By E. A. Berry
When cronyism, politics, and inexperience become the norm in hiring public school administrators, and the practice of hiring people with actual knowledge and “know how” is set aside, teachers suffer the consequences. Some get stressed, are worn thin mentally and emotionally, can become physically ill, and, in the most extreme cases, even die.
New teachers, especially, are susceptible to the lack of support, intimidation techniques, and outright bullying in the workplace. An environment that should be friendly, transparent, and productive can soon become hostile, dark, and scary.

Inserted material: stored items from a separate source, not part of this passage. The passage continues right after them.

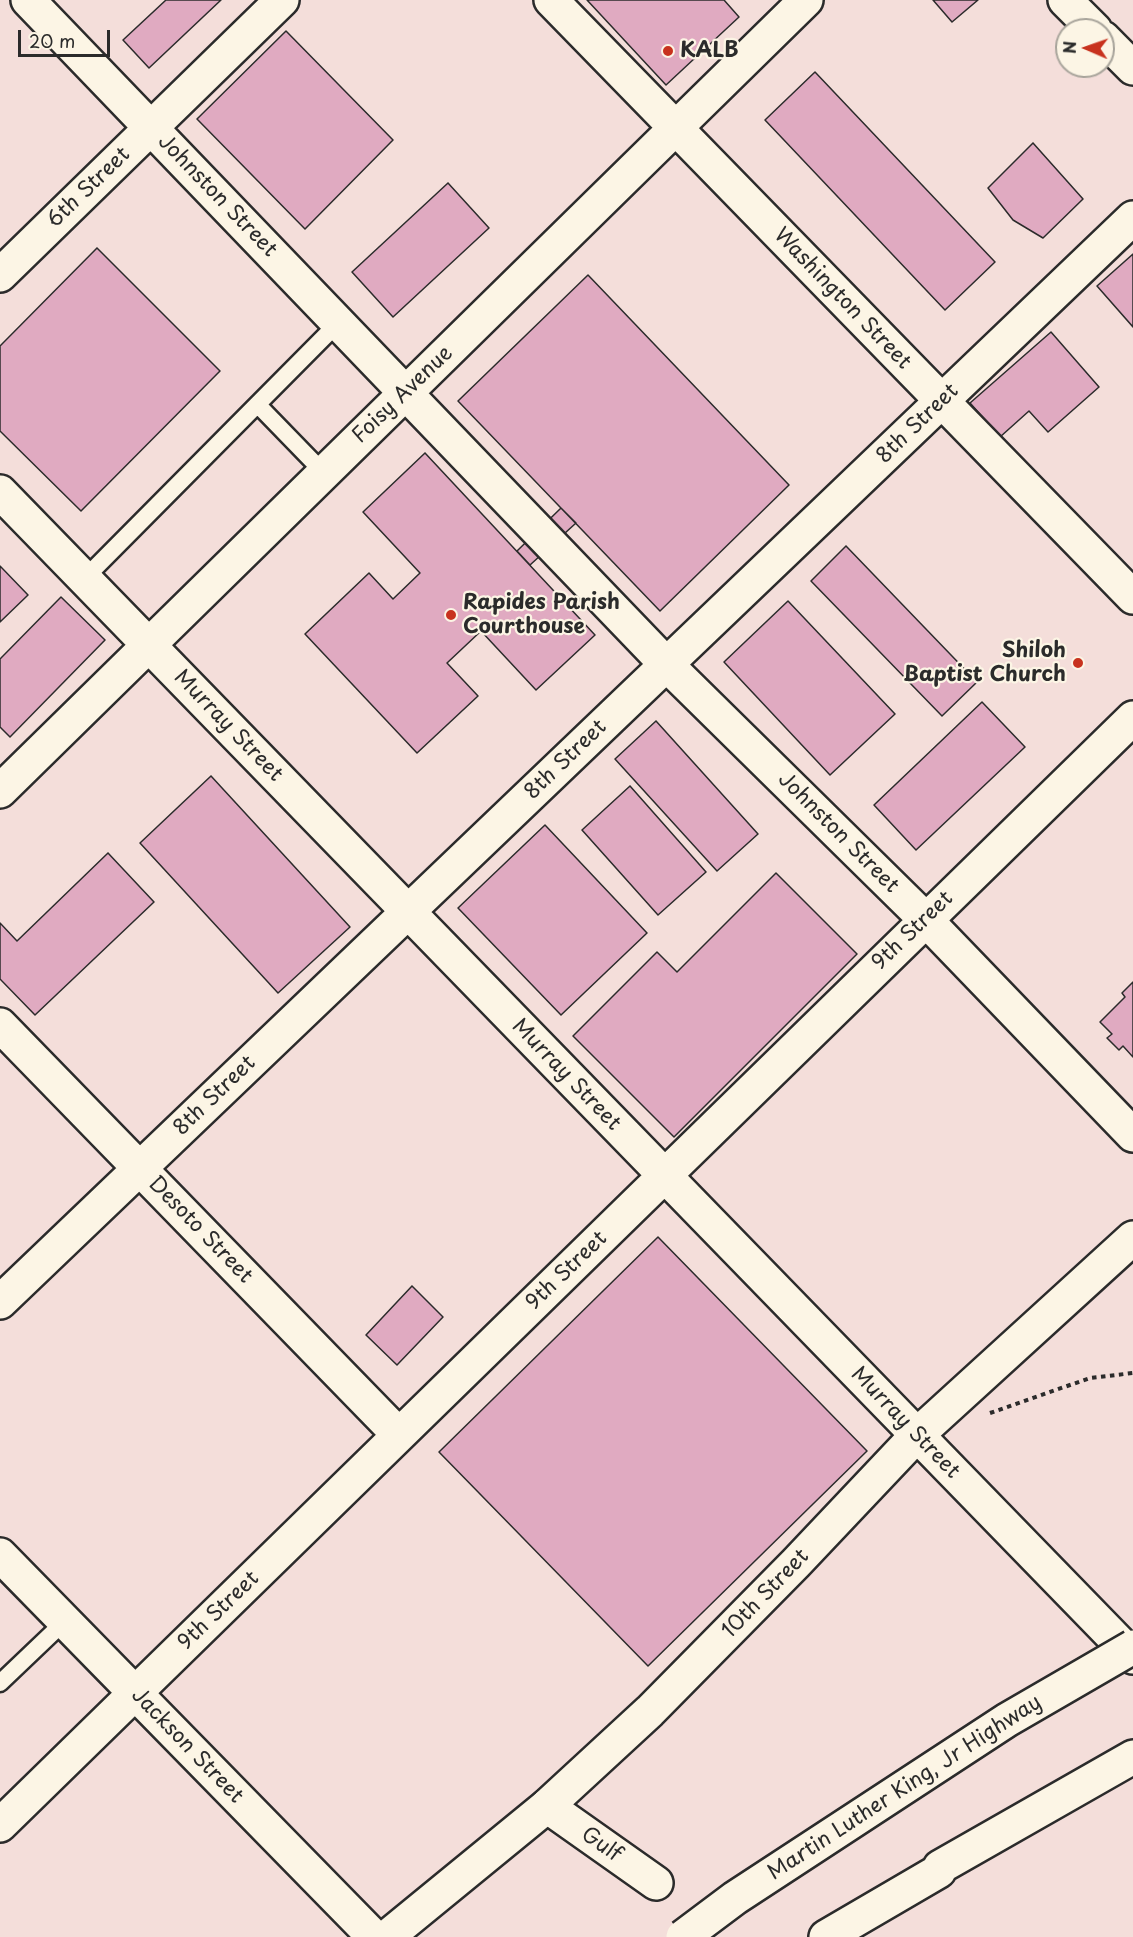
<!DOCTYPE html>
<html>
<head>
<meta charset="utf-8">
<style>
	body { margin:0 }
	#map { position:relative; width:1133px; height:1937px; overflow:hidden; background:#f4deda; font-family:"Playpen Sans",sans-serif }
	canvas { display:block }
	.north { position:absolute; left:1055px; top:18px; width:60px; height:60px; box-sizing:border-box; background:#fcf5e5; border:2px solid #a8a49b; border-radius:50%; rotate:272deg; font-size:16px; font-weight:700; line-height:24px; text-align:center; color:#2b2b2b }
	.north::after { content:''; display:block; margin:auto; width:21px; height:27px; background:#c8321e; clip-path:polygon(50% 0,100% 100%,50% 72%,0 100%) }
	.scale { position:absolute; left:18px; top:30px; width:92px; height:27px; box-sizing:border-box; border:3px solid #2b2b2b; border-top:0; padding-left:8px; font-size:18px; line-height:21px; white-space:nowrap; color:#2b2b2b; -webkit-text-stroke:4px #fcf5e5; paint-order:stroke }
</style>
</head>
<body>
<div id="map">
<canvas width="1133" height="1937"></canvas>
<div class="north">N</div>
<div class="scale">20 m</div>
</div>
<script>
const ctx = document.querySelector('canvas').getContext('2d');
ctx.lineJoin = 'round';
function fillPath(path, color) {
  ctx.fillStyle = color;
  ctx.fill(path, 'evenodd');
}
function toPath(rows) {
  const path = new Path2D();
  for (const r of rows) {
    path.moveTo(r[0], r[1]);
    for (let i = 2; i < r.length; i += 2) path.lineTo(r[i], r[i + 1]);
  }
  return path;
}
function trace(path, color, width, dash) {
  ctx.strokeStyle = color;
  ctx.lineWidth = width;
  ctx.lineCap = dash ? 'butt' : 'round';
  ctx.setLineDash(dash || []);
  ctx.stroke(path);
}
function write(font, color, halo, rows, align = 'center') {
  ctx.font = font + ' "Playpen Sans",sans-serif';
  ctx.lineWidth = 4.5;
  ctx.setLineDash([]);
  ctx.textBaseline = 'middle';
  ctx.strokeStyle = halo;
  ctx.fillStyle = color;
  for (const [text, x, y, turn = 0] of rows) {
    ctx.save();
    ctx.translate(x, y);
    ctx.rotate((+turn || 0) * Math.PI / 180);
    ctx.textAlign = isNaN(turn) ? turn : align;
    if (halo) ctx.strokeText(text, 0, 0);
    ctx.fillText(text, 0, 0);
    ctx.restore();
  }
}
const building = toPath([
	[166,0,221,0,149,68,123,40,166,0],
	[587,0,724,0,739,17,666,85,587,0],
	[933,0,978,0,952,22,933,0],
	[286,31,393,140,305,229,197,119,286,31],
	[815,72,995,262,945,310,765,120,815,72],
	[1033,143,1083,199,1043,238,1013,220,988,188,1033,143],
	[448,183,489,228,393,317,352,272,448,183],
	[97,248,220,371,81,511,0,431,0,346,97,248],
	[1133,254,1133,327,1097,286,1133,254],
	[588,275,789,485,660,611,458,401,588,275],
	[1051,332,1099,387,1048,432,1029,411,1000,437,970,403,1051,332],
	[425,453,595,635,536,690,481,631,447,663,478,696,417,753,305,634,369,573,393,599,420,573,363,512,425,453],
	[561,508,576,523,530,565,517,551,561,508],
	[846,546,977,682,942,716,811,581,846,546],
	[0,566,28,595,0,622,0,566],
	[61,597,105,640,10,737,0,727,0,659,61,597],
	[788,601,895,714,830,775,724,662,788,601],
	[982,702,1025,747,916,850,874,805,982,702],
	[656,721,758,834,717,871,615,759,656,721],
	[211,776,350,927,278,993,140,843,211,776],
	[630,786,706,872,658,915,582,830,630,786],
	[545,825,647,933,561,1015,458,908,545,825],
	[108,853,154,902,35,1015,0,979,0,923,17,941,108,853],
	[776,873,857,954,674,1137,573,1036,657,952,677,972,776,873],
	[1133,982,1133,1057,1123,1046,1119,1050,1107,1038,1112,1034,1100,1022,1125,997,1122,993,1133,982],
	[658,1237,867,1451,648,1666,439,1452,658,1237],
	[412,1286,443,1317,397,1365,366,1335,412,1286]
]);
fillPath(building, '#e0aac1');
trace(building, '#2b2b2b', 1.5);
const service = toPath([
	[258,405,324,473],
	[84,579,339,322],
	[0,1683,65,1621]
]);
const minor = toPath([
	[28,0,666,664,925,919,1133,1135],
	[551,0,1133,597],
	[1065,0,1095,30],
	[1103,38,1133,68],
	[0,275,282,0],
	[0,492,1133,1657],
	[0,791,806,0],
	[0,1025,399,1435],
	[0,1302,1133,218],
	[547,1806,656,1883],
	[0,1825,1133,718]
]);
const secondary = toPath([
	[0,1555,374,1937],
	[387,1937,547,1806,650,1711,796,1563,917,1435,1133,1238]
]);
const motorway = toPath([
	[826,1937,939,1871,940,1867,1133,1757]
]);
trace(service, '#2b2b2b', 21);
trace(minor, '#2b2b2b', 38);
trace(secondary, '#2b2b2b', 38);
trace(motorway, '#2b2b2b', 38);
trace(toPath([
	[990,1413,1090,1378,1133,1373]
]), '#2b2b2b', 4, [4.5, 4.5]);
trace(service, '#fcf5e5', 16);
trace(minor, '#fcf5e5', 33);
trace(secondary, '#fcf5e5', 33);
trace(motorway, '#fcf5e5', 33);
const motorwayBridge = toPath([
	[683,1937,735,1898,1007,1720,1133,1647]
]);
trace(motorwayBridge, '#2b2b2b', 38, []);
trace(motorwayBridge, '#fcf5e5', 33);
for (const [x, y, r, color] of [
	[668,51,6,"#c8321e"],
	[451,615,6,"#c8321e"],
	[1078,663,6,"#c8321e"]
]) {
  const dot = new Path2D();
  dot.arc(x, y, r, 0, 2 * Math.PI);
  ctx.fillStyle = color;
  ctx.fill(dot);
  trace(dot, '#fcf5e5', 2);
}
write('bold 21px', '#2b2b2b', '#fcf5e5', [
	["KALB",680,51],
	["Rapides Parish",463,603],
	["Courthouse",463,627],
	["Shiloh",1066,651,"right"],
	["Baptist Church",1066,675,"right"]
], 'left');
write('21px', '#2b2b2b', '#fcf5e5', [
	["6th Street",89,188,-44],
	["Johnston Street",217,196,46],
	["Washington Street",842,299,46],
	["Foisy Avenue",403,395,-44],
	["8th Street",918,424,-44],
	["Murray Street",228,726,46],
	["8th Street",566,760,-44],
	["Johnston Street",838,833,45],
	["9th Street",913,931,-44],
	["Murray Street",566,1075,46],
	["8th Street",215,1096,-44],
	["Desoto Street",200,1230,46],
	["9th Street",567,1271,-44],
	["Murray Street",905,1423,46],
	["10th Street",766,1594,-46],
	["9th Street",219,1611,-44],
	["Jackson Street",187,1746,46],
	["Martin Luther King, Jr Highway",905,1788,-33],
	["Gulf",601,1845,35]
]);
</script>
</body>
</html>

At one charter school in the district, Education Week did an article about a teacher who was so pressured to perform, her colleagues believe it actually contributed to her death.
Is this the kind of place anyone would want to work, or where students would want to learn?
After working for 28 years in the San Diego Unified School District, I’ve learned that when inexperienced administrators — or those with their own agenda — come into a school, the climate deteriorates quickly and people leave. Teaching staff, vice principals, counselors all begin to leave and, before you know it, an environment of high staff turnover and lack of consistency creates a climate ripe for student walkouts, lockdowns and fights.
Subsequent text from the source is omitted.